The first to say so was Matt Miller, a former McKinsey consultant and Clinton era advisor to the Office of Management and Budget, who has been slowly working his way into the upper ranks of the next generation of opinion-makers as a talk-show host and weekly columnist for The Washington Post, along with Ezra Klein, also of the Post, who simply exploded into prominence on the blogosphere, starting in 2003.

If only because of the aging of the baby boom, Miller wrote, the future isn’t going to be like the past.  The number of seniors on Social Security and Medicare will nearly double in the next fifteen years, to around 77 million persons.

There is the question of the trajectory of health care costs. The Bowles-Simpson Commission, which did its work in the year during which Congress passed the Affordable Care Act – and long before the Supreme Court ratified that statute’s provision for mandatory enrollment in insurance programs – took little account of the dynamics of increasing health care costs.  Instead it simply proposed setting global targets for federal spending on health care, starting in 2020, at the growth of GDP plus 1 percent.

Moreover, the relative importance of two other items of Federal spending promise to grow substantially in the next twenty years or so, almost no matter what.

One of these is the rising bill for  Social Security Disability Insurance, almost universally known as “Disability.”  The program, which now covers 10.6 million persons who are deemed unable to find work because of one impairment or another, is growing rapidly. For a certain portion of the population, it has begun to function as the sort of a “negative income tax” or “guaranteed annual wage,” given credence in the Nixon years by policy advocates as different as Milton Friedman and Daniel Patrick Moynihan, protecting disabled persons shut out of the labor force by the effects of globalization and technological change.  (Supplemental Security Income is something else again. This adjunct to the Social Security safety net, signed into law by President Richard Nixon in 1972, extends Social Security-like benefits to  members of groups not included in the Federal system – farmers, the blind, disabled children and various others.  It is means-tested and now covers more than eight million persons.)

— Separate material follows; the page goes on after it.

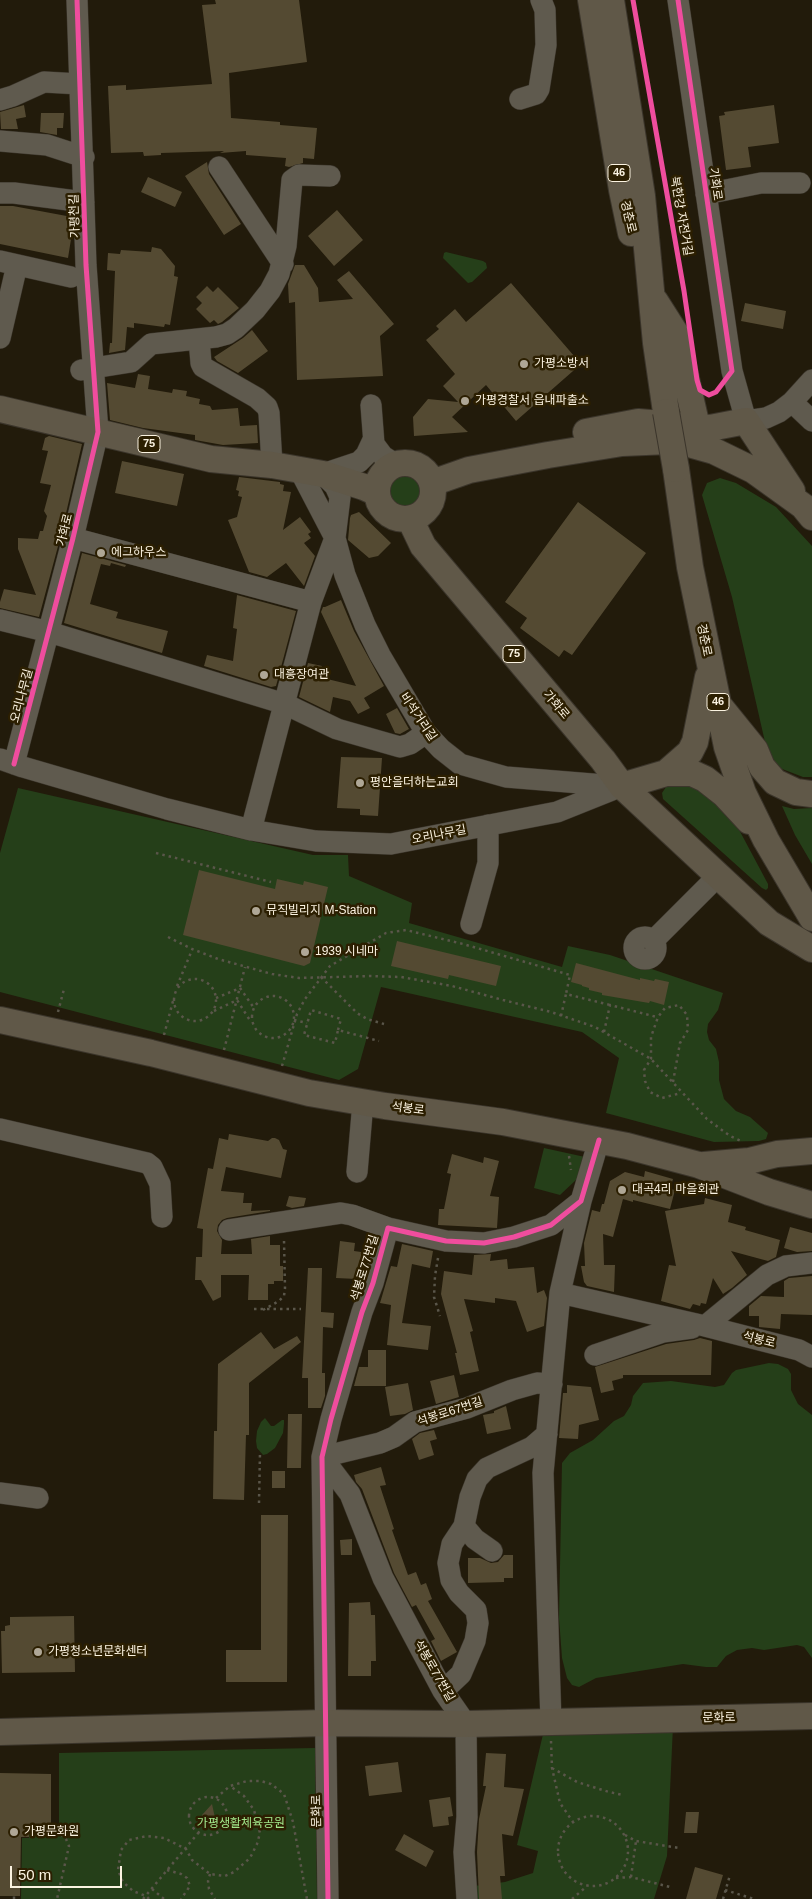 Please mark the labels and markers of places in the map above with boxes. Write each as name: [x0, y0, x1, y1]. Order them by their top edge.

The other is the long list of budget items that can be classified under the heading of responding to climate change.  This includes disaster spending, naturally, and a host of preventive public works not yet on the boards for threatened coastal cities.  More largely, it is a matter of renewed spending on infrastructure – not just highways, bridges, airports, and an extensive and expensive new “smart” electricity grid, but a new generation of physicians and teachers, too.  For a good précis of the possibilities, see The Politics of Abundance, a $2 e-book, by Reed Hundt and Blair Levin.

The significance of Buffett’s faux pas is that, for forty years, he has been such a sensible guy.  He is on a victory lap with his old friend, Fortune magazine writer Carol Loomis, who has written a chronicle of their extraordinary collaboration, Tap Dancing to Work: Warren Buffett on Practically Everything 1966-2012.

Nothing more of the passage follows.